A flood of special offers a few weeks before Christmas: With this concept, Black Friday has become one of the most important discount days of the year in recent years. Last year, consumers spent nearly five billion euros on Black Friday and the Cyber Monday that followed, according to the German Retailers Association (HDE).
But given inflation and tight budgets, it’s unclear whether the campaign will be able to continue the successes achieved this year. Especially since many consumers fear that the offer may be less attractive this time. After all, retailers are also struggling with rising costs.
Handelsverband Deutschland optimistic
HDE is optimistic: it expects a record sales of 5.7 billion euros, according to a survey of 1,000 online shoppers. This will be 22 percent more than the previous year. Stephan Tromp of the German Trade Association was convinced:
“Many customers are now looking for more bargains and want to take advantage of the two days’ offers,” he says. The sale days on November 25 and 28 this year would now also be used to spy on Christmas gifts. Gifts worth a total of 1.7 billion euros could be purchased later.

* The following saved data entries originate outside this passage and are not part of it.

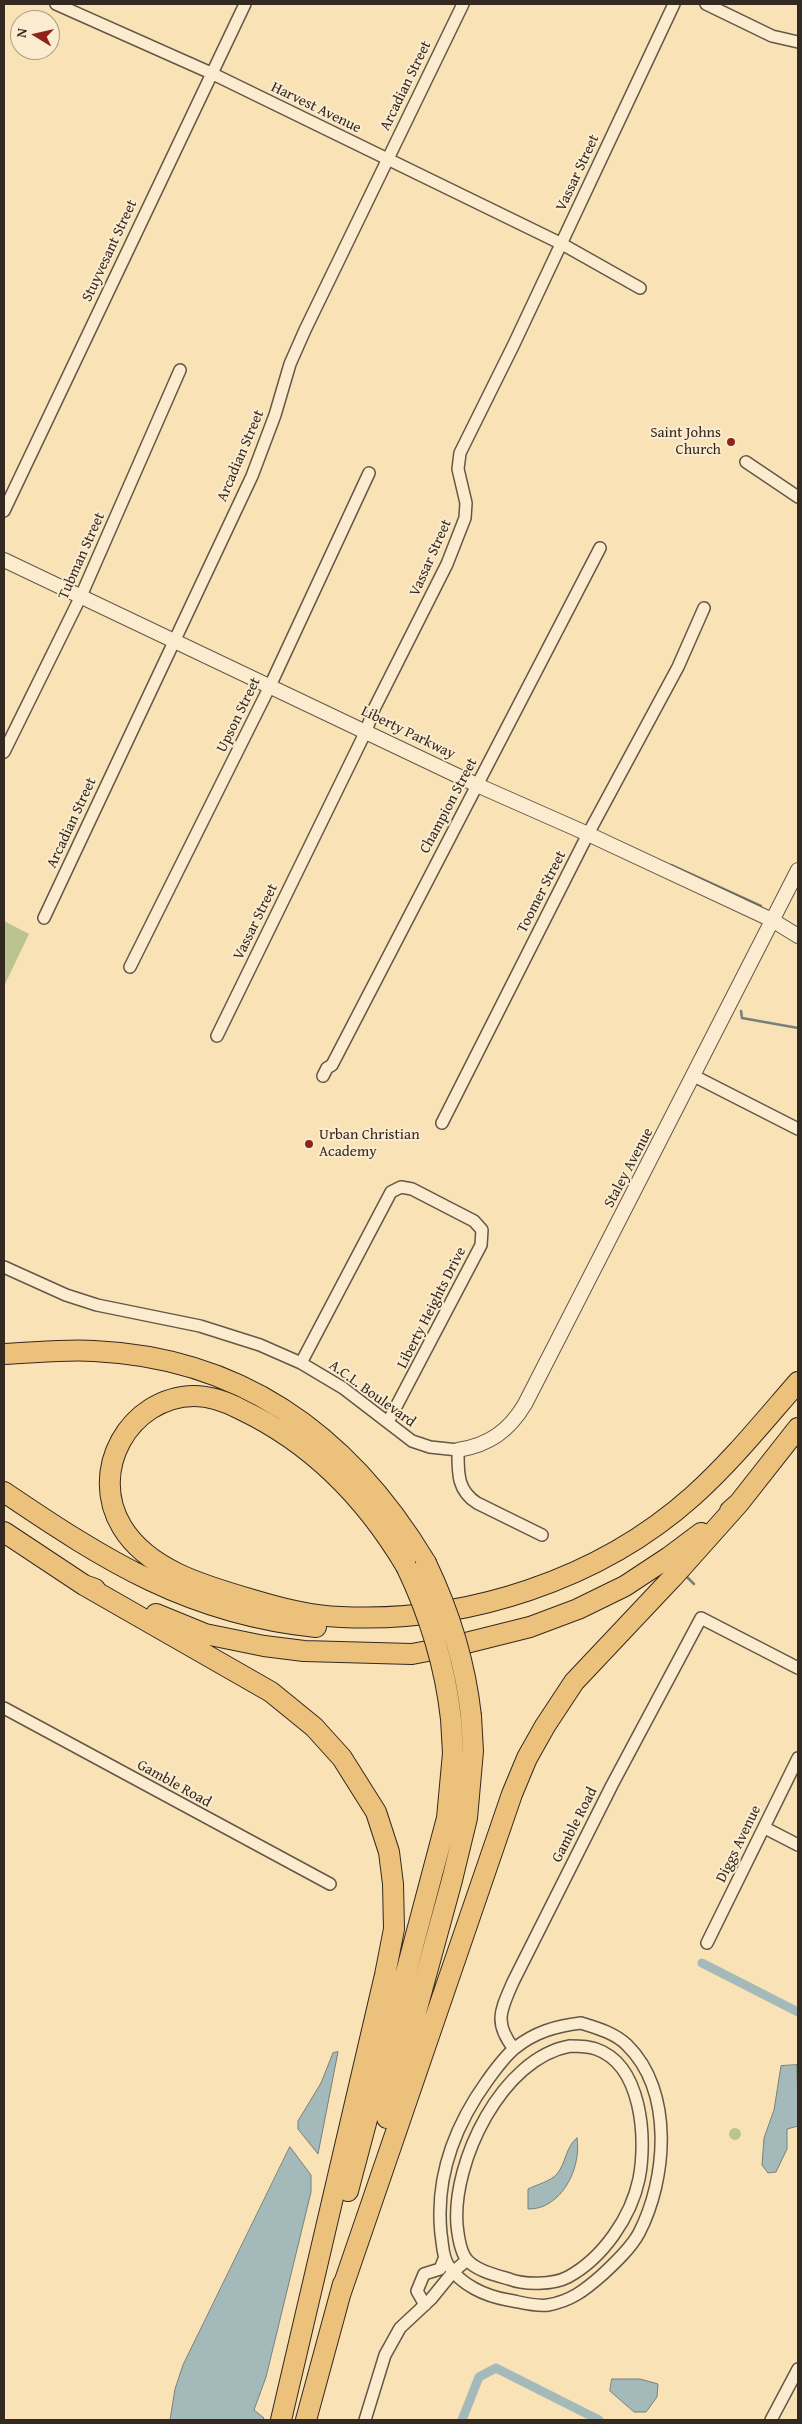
<!DOCTYPE html>
<style>
body{margin:0}
#map{position:relative;width:802px;height:2424px;overflow:hidden;background:#f9e2b6;font-family:"Gentium Book Plus",serif}
canvas{display:block}
.frame{position:absolute;inset:0;border:5px solid #342920;pointer-events:none}
.north{position:absolute;left:10px;top:10px;width:50px;height:50px;box-sizing:border-box;background:#fbecd0;border:1px solid #ab9e8a;border-radius:50%;rotate:279deg;font-size:14px;font-weight:700;line-height:20px;text-align:center;color:#342920}
.north::after{content:'';display:block;margin:auto;width:18px;height:22px;background:#8f2418;clip-path:polygon(50% 0,100% 100%,50% 72%,0 100%)}
</style>
<div id="map">
<canvas width="802" height="2424"></canvas>
<div class="frame"></div>
<div class="north">N</div>
</div>
<script>
const context = document.querySelector('canvas').getContext('2d');
context.lineJoin = 'round';
function fill(path, color) { context.fillStyle = color; context.fill(path, 'evenodd'); }
function stroke(path, color, width, dash) { context.strokeStyle = color; context.lineWidth = width; context.lineCap = dash ? 'butt' : 'round'; context.setLineDash(dash || []); context.stroke(path); }
function label(font, color, halo, rows, align = 'center') {
  context.font = font + ' "Gentium Book Plus",serif'; context.lineWidth = 4; context.setLineDash([]); context.textBaseline = 'middle'; context.strokeStyle = halo; context.fillStyle = color; for (const [text, x, y, turn = 0] of rows) {
    context.save(); context.translate(x, y); context.rotate((+turn || 0) * Math.PI / 180); context.textAlign = isNaN(turn) ? turn : align; if (halo) context.strokeText(text, 0, 0); context.fillText(text, 0, 0); context.restore();
  }
}
const green = new Path2D(`
 M4,921L29,934L4,986Z
 M729 2134a6 6 0 1 1 12 0a6 6 0 1 1-12 0Z`);
const water = new Path2D(`
 M338,2052L318,2154L298,2129V2121L321,2083L333,2053Z
 M797,2065L798,2126L787,2129V2149L776,2172L768,2173L762,2165L764,2138L774,2110L781,2066Z
 M577,2138C582,2168 561,2210 528,2209V2189C536,2185 551,2181 557,2174C566,2163 566,2146 577,2138Z
 M290,2147L311,2175V2192L266,2377L254,2410L264,2418L263,2420H170L175,2389L183,2365Z
 M612,2379H640L658,2384L657,2397L646,2412H634L610,2391Z`);
const stream = new Path2D(`
 M671,865L761,906
 M741,1011L742,1018L798,1028
 M686,1576L694,1584`);
const canal = new Path2D(`
 M702,1963L798,2012
 M462,2420L479,2377L496,2368L599,2420`);
const minor = new Path2D(`
 M56,4L211,73L562,244L640,288
 M706,4L772,36L798,42
 M746,462L798,497
 M4,511L245,4
 M4,752L81,596L180,370
 M44,918L252,476L275,415L290,364L305,330L463,4
 M130,967L270,686L369,473
 M217,1036L366,731L374,709L447,564L465,518L466,503L458,469L460,453L514,344L674,4
 M323,1076L327,1068L332,1065L600,548
 M694,1076L798,1129
 M442,1123L588,834L678,667L704,608
 M4,1267L66,1295L97,1305L200,1326L260,1345L301,1363L343,1388L412,1441L430,1447L458,1450C458,1473 457,1490 477,1503L542,1535
 M301,1363L391,1192L401,1187L412,1189L474,1221L482,1230L481,1245L388,1422
 M4,1708L330,1884
 M765,1828L798,1845
 M707,1943L798,1758
 M581,2023C597,2028 615,2033 627,2045C674,2091 667,2179 639,2233C631,2248 615,2263 602,2275C585,2290 571,2301 548,2305C536,2307 520,2302 508,2300C485,2296 461,2285 448,2265C442,2255 443,2245 441,2234C435,2177 454,2127 487,2081C495,2070 504,2057 515,2048C535,2032 556,2026 581,2023Z
 M570,2046C578,2046 588,2046 596,2049C642,2065 647,2138 639,2179C631,2217 603,2258 568,2277C553,2285 524,2285 509,2279C495,2275 478,2271 468,2261C460,2253 458,2235 457,2225C452,2162 502,2058 570,2046Z
 M514,2049C493,2022 501,2010 513,1982L612,1785L701,1618L798,1668
 M425,2305L417,2291L424,2274L440,2269L444,2259
 M365,2420L385,2355L400,2328L431,2299L453,2272L467,2260
 M771,2420L798,2369`);
const tertiary = new Path2D(`
 M4,560L477,785L588,834L772,920L798,936
 M458,1450C489,1445 509,1431 525,1404L798,870`);
const motorway = new Path2D(`
 M4,1354C34,1353 64,1349 94,1351C245,1358 351,1438 426,1563
 M4,1492C106,1561 189,1614 316,1627
 M730,1511L739,1503L798,1428
 M4,1532L84,1585L95,1589
 M406,1566C366,1499 313,1444 242,1410C227,1402 211,1396 194,1396C129,1397 88,1471 122,1527C148,1570 205,1586 250,1599C280,1608 310,1616 341,1617C466,1623 599,1580 693,1496C731,1462 764,1421 798,1382
 M84,1585L271,1692L314,1727L342,1758L376,1812L389,1852L393,1884L394,1929L385,1975L281,2420
 M156,1614L205,1634L264,1646L304,1651L412,1654L454,1646L530,1627L578,1609L625,1586L669,1557L701,1533
 M387,2118L452,1880L467,1818L473,1751L471,1716
 M348,2191L447,1818L453,1753L451,1719
 M340,2295L512,1794L527,1758L545,1726L574,1682L673,1577L739,1503
 M306,2420L343,2284`);
const motorwayBridge = new Path2D(`
 M426,1563C450,1613 465,1661 471,1716
 M406,1566C430,1616 445,1664 451,1719`);
const markers = [
 [731,442,5,"#8f2418"],
 [309,1144,5,"#8f2418"]
];
const streetNames = [
 ["Arcadian Street",406,86,-64],
 ["Harvest Avenue",316,108,26],
 ["Vassar Street",578,173,-65],
 ["Stuyvesant Street",110,251,-65],
 ["Arcadian Street",241,456,-67],
 ["Tubman Street",82,556,-66],
 ["Vassar Street",431,558,-66],
 ["Upson Street",239,715,-64],
 ["Liberty Parkway",408,733,26],
 ["Champion Street",449,806,-62],
 ["Arcadian Street",72,823,-65],
 ["Toomer Street",542,892,-63],
 ["Vassar Street",256,922,-64],
 ["Staley Avenue",629,1168,-62],
 ["Liberty Heights Drive",432,1308,-63],
 ["A.C.L. Boulevard",372,1394,36],
 ["Gamble Road",174,1784,29],
 ["Gamble Road",575,1825,-63],
 ["Diggs Avenue",739,1844,-64]
];
const poiNames = [
 ["Saint Johns",721,433],
 ["Church",721,450],
 ["Urban Christian",319,1135,"left"],
 ["Academy",319,1152,"left"]
];
fill(green, '#bbc490');
fill(water, '#a4baba');
stroke(water, '#77807c', 1);
stroke(stream, '#77807c', 2.5);
stroke(canal, '#a4baba', 9);
stroke(minor, '#655746', 14);
stroke(tertiary, '#655746', 16);
stroke(motorway, '#342920', 22);
stroke(minor, '#fbecd0', 11);
stroke(tertiary, '#fbecd0', 14);
stroke(motorway, '#ecc17b', 20);
stroke(motorwayBridge, '#342920', 22, []);
stroke(motorwayBridge, '#ecc17b', 20);
for (const [x, y, r, color] of markers) { const dot = new Path2D(); dot.arc(x, y, r, 0, 2 * Math.PI); context.fillStyle = color; context.fill(dot); stroke(dot, '#fbecd0', 2); }
label('15px', '#342920', '#fbecd0', streetNames);
label('15px', '#342920', '#fbecd0', poiNames, 'right');
</script>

Black Friday: record year or failure?
Not all industry workers are so optimistic. Trade expert Gerrit Heinemann of the Niederrhein University of Applied Sciences assumes that retailers will remove all barriers on Black Friday to save a difficult year. But he has doubts that he will succeed.
“After all, the signs that another sales record will be broken this year are not so good,” says Heinemann – also because there are still problems in the supply chain. Retail expert Martin Fassnacht from the WHU business school in Düsseldorf is also skeptical:
Germans’ shopping behavior has changed
Basically, people’s interest in Black Friday is still high. According to a representative survey by management consulting firm PwC, two-thirds are willing to go bargain hunting despite inflation and tight budgets – as they did last year.
But shopping habits have changed. On the one hand, consumers are more reluctant to spend money, says PwC retail expert Christian Wulff. “On the other hand, they deliberately want to take advantage of special offers around Black Friday 2022 as they assume the price spiral will continue.”
According to the survey, about 40 percent of discount hunters only want to buy what they need. One in five people want to buy less due to circumstances.
There are hardly any real bargains on Black Friday
Bargain hunters are also well prepared this year, according to Simon-Kucher. About 70 percent had already observed the prices of the items they were interested in in the weeks leading up to Black Friday.
This approach is actually recommended. Because a study by the price comparison portal Idealo, which analyzes the price evolution of around 10,000 products from 1,000 categories, shows that real bargains are rare even on Black Friday. On average, offers last year were only five percent cheaper than the month before the campaign.